Wolf gets ethics stay but gov run in doubt
Commission suggests Legislature would need to act
The state Ethics Commission voted to formulate some changes in the conflict of interest law that would allow state Sen. Dan Wolf and other lawmakers with private business interests to keep their seats.
But the commissioners also indicated they were not in favor of altering the rules in a way that would let Wolf serve as governor if he restarted his campaign and won, leaving that task, instead, to the Legislature.
“That does not seem to be on their agenda right now,” Carl Valvo, Wolf’s attorney, said after the commissioners voted 4-1 to begin crafting an exemption to the conflict of interest laws. “That is, obviously, not as happy a result for us but it is one of the possibilities.”
The commission initially gave Wolf an extension to Thursday’s full meeting and then after the meeting his campaign announced the commissioners gave him an “indefinite” stay until the matter is resolved.
“I’m pleased that the commission is going to look at the possibility of drafting an exemption that would allow me to stay in the state Senate and allow me to run for governor,” Wolf said after the hearing but then added, “I’m hopeful.”
Under the ethics law, no state employee can hold any interest in a business that has a no-bid contract with the state. The statute also prohibits anyone with more than 10 percent of “direct or indirect interest” in a private company from doing any work with the state at all. The statute completely bans those in the executive branch from holding any interest at all in a company that does business with the state, a clause that would have barred Wolf form holding the governor’s office even if he sold down his ownership to less than 10 percent.
After a closed-door meeting, the five commissioners indicated they were willing to write some form of regulation to allow an exemption to the no-bid law to further define what constitutes a contract. But the panel gave indications they would not alter the 10 percent rule or the statute as it relates to the executive branch.
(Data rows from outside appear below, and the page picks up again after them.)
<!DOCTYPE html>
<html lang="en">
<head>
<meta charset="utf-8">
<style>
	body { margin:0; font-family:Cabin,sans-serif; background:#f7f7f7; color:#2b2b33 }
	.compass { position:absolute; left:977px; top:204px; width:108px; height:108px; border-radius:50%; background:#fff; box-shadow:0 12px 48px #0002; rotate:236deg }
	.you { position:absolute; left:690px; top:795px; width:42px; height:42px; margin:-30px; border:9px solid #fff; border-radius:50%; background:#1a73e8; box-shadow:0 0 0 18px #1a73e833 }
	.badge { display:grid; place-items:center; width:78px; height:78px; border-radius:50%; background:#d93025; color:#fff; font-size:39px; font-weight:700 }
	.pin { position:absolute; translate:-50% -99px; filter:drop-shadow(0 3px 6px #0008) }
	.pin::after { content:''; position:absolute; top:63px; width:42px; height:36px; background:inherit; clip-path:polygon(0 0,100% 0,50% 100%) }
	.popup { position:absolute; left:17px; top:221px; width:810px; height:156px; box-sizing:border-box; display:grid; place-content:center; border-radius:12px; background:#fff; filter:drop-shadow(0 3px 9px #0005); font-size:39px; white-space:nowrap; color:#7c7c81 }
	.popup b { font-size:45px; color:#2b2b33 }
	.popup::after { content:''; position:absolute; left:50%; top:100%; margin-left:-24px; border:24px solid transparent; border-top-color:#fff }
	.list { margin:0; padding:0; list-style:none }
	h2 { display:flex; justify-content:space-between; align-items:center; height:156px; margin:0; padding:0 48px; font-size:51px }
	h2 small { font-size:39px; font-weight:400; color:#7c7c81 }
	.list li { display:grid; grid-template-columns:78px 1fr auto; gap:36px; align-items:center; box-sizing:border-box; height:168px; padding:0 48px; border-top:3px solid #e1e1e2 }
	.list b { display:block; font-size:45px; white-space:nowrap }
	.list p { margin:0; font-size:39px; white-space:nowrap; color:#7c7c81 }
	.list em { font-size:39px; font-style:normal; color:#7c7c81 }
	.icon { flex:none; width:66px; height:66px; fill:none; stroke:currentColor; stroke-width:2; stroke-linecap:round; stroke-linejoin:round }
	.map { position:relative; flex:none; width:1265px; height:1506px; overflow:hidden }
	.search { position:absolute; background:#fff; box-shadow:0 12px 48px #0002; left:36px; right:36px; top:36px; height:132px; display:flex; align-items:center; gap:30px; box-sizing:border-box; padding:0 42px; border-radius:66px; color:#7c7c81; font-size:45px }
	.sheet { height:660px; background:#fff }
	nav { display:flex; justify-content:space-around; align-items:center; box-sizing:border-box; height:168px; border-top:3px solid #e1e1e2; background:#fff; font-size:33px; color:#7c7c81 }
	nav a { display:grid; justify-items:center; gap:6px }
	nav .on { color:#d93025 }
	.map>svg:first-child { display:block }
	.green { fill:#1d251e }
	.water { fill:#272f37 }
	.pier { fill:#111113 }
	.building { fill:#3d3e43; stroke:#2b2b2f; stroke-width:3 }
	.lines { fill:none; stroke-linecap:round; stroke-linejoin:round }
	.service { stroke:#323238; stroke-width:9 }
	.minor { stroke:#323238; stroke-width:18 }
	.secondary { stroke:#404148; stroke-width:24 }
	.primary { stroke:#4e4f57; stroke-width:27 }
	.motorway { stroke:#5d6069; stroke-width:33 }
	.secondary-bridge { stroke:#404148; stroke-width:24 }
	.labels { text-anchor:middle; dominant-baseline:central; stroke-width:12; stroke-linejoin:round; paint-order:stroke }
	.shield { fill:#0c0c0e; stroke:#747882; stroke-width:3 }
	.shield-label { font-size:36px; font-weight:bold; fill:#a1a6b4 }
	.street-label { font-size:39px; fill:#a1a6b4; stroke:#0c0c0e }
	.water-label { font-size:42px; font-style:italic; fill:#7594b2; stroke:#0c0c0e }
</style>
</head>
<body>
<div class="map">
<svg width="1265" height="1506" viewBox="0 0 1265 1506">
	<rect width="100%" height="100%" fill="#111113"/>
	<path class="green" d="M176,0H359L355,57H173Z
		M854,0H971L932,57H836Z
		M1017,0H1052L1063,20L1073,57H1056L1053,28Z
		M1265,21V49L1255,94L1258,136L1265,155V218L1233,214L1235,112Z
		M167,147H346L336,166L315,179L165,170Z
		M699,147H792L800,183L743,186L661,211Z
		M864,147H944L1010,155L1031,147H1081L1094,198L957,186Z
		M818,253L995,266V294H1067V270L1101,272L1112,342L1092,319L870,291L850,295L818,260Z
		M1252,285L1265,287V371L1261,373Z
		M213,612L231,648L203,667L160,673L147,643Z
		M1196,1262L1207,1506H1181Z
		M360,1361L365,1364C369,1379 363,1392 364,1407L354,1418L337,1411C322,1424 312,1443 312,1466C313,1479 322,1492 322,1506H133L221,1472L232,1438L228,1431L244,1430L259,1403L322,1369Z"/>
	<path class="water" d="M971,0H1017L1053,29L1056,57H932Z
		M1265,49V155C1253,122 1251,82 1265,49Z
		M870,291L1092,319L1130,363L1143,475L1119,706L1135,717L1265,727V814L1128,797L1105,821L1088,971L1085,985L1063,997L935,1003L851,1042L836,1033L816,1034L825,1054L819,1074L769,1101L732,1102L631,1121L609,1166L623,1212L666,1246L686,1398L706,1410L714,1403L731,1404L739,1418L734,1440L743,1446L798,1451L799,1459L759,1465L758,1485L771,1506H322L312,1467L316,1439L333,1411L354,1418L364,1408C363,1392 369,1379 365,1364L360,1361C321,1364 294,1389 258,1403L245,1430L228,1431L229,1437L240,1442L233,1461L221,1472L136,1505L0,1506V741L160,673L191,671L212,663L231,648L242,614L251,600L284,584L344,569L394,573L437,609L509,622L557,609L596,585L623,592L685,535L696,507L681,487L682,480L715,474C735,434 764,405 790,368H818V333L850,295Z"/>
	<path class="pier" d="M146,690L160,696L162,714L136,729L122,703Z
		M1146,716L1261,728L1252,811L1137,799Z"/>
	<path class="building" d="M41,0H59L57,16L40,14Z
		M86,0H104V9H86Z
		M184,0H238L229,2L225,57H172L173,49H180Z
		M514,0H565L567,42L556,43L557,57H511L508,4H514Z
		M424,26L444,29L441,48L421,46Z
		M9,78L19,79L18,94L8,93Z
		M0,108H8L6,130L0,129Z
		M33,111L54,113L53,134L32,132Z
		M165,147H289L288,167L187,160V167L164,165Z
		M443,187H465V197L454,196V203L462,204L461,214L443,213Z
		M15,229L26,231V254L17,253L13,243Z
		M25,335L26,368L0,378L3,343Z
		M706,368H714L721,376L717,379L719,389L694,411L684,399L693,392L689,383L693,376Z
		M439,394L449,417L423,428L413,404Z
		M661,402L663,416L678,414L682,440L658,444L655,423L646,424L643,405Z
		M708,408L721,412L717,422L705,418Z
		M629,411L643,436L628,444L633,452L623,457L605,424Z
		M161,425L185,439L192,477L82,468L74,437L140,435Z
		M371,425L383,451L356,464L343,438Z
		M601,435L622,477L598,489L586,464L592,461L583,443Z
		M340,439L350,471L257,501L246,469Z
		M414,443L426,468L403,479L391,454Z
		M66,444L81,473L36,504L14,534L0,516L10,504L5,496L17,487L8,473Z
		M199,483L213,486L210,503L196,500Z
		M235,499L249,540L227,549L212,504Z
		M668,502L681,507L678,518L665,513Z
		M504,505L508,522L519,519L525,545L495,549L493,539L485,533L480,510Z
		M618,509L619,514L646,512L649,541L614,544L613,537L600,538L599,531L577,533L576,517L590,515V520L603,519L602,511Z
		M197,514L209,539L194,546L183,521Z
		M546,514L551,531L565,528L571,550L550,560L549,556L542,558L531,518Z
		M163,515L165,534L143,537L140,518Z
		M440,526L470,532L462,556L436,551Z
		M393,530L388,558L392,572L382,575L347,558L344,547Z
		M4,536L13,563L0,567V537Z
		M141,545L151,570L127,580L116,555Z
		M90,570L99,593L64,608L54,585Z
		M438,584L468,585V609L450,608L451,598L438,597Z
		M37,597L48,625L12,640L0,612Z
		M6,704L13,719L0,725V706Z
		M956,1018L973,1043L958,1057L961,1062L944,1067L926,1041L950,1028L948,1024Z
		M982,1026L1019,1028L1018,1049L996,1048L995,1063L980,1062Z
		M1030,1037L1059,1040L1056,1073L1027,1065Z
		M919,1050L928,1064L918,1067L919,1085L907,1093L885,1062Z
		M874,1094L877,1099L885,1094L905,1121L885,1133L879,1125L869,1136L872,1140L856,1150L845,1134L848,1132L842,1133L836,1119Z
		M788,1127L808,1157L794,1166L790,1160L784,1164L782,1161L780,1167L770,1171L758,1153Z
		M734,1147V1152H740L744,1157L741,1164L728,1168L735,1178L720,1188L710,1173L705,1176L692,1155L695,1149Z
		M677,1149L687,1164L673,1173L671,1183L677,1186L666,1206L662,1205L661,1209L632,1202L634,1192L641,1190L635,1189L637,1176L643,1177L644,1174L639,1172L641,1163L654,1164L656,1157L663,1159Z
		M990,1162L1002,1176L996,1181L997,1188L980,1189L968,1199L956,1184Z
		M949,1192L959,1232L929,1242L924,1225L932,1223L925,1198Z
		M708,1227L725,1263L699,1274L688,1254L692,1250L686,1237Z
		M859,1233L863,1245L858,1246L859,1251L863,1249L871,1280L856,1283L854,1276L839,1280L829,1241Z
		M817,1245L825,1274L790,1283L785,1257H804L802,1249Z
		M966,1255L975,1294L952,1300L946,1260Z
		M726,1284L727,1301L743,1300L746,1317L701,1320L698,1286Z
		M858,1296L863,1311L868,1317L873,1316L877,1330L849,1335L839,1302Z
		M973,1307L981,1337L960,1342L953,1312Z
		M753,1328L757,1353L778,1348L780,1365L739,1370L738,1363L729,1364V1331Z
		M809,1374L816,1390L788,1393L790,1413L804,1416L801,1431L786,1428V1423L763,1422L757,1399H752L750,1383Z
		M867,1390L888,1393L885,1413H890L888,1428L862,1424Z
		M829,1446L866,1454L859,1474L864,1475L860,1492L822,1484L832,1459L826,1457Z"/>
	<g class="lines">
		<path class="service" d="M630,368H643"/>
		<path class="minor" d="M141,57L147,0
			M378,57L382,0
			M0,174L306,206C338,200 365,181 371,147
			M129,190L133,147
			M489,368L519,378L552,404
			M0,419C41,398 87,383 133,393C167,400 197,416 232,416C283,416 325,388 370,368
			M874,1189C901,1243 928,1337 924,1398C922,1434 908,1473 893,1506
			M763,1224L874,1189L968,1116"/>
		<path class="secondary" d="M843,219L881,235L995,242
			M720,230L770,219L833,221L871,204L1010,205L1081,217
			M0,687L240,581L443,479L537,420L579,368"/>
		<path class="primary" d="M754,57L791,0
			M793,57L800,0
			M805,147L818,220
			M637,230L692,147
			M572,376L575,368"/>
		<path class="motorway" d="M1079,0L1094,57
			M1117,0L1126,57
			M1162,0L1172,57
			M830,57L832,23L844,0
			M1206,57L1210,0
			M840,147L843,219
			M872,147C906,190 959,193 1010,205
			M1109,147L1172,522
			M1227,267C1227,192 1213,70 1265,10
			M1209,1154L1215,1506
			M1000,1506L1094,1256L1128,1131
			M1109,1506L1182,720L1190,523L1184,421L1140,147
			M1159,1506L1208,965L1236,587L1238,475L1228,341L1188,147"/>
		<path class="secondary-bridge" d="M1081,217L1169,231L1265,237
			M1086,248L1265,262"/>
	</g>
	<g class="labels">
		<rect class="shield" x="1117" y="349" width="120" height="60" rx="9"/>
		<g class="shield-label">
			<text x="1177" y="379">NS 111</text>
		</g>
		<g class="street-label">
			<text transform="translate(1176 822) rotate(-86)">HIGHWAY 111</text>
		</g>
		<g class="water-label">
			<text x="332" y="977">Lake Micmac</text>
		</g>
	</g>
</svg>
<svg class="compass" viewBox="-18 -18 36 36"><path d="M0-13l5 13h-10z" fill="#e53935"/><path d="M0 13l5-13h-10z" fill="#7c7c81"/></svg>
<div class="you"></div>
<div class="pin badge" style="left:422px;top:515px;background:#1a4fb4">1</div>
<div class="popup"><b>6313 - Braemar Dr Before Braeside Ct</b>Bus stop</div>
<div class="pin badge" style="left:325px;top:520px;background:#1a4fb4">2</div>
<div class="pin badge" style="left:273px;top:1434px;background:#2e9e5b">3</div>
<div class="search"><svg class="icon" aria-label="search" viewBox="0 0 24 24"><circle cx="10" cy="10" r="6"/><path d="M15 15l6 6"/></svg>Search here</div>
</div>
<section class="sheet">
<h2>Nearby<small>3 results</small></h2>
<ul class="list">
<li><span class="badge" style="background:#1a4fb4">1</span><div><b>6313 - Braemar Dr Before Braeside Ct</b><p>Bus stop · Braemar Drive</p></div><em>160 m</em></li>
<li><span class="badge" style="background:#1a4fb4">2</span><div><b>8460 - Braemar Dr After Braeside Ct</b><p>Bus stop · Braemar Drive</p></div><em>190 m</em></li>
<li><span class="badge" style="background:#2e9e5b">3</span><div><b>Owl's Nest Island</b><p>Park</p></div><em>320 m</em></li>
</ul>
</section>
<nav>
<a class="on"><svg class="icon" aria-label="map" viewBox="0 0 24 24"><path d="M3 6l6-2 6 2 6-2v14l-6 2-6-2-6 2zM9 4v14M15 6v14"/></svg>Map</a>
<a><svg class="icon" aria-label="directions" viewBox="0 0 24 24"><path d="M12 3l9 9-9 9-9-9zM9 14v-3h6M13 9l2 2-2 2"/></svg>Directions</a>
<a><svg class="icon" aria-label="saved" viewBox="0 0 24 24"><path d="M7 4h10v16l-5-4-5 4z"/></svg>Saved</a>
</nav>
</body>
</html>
“The contracts at issue here are more, from an economic perspective, in the nature of a license or a permission that the state needs to give in order for someone to do private business in which they are not seeking taxpayer money to run that business,” said Commissioner Martin F. Murphy.
Wolf said he will not restart his gubernatorial campaign until there is further clarification from the Ethics Commission. If the commission does not grant him an exemption to continue his campaign, he said he would remain on the political sidelines while waiting for the Legislature to address the issue.
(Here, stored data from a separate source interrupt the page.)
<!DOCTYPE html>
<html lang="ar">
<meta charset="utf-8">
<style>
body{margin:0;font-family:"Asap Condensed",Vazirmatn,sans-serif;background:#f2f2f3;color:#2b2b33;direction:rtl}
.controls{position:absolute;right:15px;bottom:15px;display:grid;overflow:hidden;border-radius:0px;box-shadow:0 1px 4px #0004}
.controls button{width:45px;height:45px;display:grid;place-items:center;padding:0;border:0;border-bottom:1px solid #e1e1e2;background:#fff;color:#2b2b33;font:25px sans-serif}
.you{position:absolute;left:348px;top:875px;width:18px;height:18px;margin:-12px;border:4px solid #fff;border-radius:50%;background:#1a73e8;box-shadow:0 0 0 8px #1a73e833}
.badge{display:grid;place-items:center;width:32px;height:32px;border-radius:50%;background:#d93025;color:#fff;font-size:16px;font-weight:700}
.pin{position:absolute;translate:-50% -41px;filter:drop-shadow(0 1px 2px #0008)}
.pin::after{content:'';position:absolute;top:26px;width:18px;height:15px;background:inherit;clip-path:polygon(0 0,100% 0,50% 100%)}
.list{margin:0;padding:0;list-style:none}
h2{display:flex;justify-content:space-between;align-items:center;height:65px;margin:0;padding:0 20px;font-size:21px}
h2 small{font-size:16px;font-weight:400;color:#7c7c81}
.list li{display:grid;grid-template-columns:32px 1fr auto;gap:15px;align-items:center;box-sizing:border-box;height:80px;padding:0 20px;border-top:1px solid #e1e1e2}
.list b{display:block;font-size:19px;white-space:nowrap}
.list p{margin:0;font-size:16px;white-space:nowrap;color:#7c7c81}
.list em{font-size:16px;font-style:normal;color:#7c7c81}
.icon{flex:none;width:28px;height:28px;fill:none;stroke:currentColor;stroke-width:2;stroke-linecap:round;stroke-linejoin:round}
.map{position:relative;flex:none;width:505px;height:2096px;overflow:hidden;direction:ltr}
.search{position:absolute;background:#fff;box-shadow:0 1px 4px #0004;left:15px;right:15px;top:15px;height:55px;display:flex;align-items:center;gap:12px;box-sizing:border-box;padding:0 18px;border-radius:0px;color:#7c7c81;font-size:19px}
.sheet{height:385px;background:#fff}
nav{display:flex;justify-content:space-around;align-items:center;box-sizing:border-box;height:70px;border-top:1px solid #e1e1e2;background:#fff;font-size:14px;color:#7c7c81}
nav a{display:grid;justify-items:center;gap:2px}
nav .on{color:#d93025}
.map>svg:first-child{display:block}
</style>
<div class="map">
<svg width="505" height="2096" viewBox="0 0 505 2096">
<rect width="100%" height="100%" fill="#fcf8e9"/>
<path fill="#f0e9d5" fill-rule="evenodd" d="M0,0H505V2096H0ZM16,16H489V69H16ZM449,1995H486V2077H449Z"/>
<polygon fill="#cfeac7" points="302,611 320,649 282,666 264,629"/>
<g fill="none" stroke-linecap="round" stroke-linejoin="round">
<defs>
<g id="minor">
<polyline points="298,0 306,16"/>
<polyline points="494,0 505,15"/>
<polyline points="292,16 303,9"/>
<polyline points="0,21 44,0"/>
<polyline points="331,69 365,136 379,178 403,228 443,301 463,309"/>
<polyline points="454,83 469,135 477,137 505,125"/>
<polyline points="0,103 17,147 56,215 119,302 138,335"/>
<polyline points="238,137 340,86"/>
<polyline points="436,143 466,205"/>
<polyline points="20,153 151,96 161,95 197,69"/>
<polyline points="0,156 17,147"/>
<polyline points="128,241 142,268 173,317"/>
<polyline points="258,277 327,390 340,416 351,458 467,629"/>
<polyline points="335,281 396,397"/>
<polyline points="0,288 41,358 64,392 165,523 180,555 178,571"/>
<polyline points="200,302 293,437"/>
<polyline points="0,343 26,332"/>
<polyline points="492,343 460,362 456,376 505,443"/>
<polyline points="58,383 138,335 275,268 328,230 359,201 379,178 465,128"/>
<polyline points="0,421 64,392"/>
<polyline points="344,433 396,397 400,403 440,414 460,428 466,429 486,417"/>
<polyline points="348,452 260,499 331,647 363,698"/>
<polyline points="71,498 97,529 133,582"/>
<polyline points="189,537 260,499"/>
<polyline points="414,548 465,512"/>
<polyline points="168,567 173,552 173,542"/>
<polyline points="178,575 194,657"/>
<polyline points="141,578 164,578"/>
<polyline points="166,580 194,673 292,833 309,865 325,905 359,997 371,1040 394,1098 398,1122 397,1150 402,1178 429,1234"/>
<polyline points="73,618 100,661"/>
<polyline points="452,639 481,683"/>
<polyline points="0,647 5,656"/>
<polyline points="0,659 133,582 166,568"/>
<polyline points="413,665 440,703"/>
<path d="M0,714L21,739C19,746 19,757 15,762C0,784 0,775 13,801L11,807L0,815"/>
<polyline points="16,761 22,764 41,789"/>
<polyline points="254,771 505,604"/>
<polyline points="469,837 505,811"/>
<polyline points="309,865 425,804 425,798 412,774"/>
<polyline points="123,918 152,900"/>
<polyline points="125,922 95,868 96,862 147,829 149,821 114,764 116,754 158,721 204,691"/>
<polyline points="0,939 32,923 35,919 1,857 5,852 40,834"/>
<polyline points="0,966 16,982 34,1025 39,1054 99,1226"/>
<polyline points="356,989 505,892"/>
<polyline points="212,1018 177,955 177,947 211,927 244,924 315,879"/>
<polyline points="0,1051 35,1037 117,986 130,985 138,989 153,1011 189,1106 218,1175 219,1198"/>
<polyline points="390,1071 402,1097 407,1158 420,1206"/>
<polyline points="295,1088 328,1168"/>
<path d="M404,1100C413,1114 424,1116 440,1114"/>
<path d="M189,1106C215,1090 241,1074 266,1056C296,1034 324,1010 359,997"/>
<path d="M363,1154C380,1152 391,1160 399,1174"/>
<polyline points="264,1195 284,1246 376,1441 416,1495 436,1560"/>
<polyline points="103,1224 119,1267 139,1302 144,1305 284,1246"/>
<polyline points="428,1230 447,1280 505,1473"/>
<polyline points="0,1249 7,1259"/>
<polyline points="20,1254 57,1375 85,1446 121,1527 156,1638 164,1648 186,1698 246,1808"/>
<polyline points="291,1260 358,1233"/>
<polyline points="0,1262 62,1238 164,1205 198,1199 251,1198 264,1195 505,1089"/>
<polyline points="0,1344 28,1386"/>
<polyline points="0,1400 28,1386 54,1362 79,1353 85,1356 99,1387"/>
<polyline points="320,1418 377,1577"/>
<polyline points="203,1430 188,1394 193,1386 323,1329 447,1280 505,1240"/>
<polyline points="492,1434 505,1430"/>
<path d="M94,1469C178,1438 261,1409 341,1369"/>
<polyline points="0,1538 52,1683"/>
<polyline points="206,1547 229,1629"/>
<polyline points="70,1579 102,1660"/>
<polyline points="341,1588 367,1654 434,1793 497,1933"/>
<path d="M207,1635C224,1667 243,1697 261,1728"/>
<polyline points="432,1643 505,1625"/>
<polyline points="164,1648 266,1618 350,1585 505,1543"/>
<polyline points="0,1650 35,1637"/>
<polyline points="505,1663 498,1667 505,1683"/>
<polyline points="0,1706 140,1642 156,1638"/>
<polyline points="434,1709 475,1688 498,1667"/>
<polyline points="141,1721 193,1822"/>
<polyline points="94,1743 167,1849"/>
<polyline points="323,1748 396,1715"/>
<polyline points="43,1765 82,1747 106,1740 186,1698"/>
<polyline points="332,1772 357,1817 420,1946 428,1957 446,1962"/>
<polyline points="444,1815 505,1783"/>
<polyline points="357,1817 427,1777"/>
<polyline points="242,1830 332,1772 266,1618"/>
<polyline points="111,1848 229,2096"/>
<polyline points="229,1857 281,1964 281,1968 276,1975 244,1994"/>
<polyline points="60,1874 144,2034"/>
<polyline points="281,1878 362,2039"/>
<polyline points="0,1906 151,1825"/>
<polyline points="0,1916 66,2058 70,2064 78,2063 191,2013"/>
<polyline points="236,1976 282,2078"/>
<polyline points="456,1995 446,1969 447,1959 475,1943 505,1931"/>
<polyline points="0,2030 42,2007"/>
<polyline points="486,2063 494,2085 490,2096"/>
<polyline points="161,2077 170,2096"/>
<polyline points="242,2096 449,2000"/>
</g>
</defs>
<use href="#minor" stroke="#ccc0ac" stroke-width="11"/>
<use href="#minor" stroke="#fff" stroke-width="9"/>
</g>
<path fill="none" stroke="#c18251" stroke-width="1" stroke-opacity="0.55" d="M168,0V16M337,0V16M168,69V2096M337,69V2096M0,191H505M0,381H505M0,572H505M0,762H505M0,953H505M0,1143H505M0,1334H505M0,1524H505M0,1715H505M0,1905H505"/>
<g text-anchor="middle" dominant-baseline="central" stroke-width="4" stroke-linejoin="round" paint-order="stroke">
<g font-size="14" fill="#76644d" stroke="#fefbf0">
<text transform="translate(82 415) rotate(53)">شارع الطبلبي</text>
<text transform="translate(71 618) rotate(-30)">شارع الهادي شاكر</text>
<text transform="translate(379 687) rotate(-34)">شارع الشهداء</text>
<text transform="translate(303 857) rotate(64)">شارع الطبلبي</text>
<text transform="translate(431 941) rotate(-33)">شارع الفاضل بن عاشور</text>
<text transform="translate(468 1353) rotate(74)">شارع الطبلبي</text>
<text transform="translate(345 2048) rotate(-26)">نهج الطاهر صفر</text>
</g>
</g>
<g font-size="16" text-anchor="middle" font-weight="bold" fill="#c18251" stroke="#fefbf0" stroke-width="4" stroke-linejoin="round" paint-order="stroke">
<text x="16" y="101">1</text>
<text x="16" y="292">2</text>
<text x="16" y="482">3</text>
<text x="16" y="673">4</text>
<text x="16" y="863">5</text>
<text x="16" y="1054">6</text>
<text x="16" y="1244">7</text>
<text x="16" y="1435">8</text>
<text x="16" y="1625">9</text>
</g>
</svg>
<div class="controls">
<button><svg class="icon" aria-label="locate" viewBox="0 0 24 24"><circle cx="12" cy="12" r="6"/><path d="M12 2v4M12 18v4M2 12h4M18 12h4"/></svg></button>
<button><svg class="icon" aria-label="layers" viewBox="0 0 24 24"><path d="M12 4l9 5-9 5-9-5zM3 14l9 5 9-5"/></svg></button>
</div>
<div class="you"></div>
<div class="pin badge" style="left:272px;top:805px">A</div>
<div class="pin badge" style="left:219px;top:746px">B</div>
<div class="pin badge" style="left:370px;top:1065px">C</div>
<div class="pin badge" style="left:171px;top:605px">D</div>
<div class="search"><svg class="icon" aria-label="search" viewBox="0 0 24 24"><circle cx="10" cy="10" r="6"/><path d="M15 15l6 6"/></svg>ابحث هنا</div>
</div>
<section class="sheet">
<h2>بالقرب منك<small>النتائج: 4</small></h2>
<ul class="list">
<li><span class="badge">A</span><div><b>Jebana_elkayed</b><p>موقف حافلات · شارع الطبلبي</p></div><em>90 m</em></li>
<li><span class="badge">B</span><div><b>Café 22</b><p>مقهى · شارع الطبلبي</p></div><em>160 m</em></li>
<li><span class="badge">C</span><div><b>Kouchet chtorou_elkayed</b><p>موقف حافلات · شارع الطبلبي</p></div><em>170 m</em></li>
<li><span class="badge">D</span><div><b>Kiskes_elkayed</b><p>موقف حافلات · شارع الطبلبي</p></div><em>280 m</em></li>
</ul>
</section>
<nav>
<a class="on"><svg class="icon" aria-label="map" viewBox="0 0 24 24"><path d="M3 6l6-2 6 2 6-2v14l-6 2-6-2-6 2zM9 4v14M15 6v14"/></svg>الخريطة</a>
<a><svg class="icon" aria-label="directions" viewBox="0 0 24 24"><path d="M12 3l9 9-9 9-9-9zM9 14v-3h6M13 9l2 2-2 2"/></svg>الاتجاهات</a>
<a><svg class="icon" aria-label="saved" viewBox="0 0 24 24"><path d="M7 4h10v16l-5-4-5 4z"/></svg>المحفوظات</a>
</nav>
“It’s a practical matter. If there still is an issue over whether I can take office and be in conflict, I think that is a really difficult situation to run a campaign,” Wolf said after the meeting. “We can’t continue to do that under a cloud of uncertainty.”
Pam Wilmot, executive director of Common Cause, testified that a 2004 law passed by the Legislature gave the Ethics Commission the power to grant exemptions for unforeseen situations that were not the intent of lawmakers. She pointed out the commission has written 13 exemptions since that time.
“The commission is the right place to create exemptions,” she said. “Ethics laws are actually endangered when they are interpreted overly broad and unfairly.”
Ethics Chairman Charles Swartwood, a former judge, asked why the Legislature should not be the one to fix the problem. Swartwood was the sole vote against new regulations, saying it’s up to the Legislature to clarify its intent and the decision was based on precedent.Wolf pointed out that he is vice chair of the Joint Committee on State Administration and Regulatory Oversight, where any bill would go to be heard, and said those are the kinds of issues that the Ethics Commission is best situated to deal with.
“I’m concerned about what happens if this is turned over to the Legislature,” he said.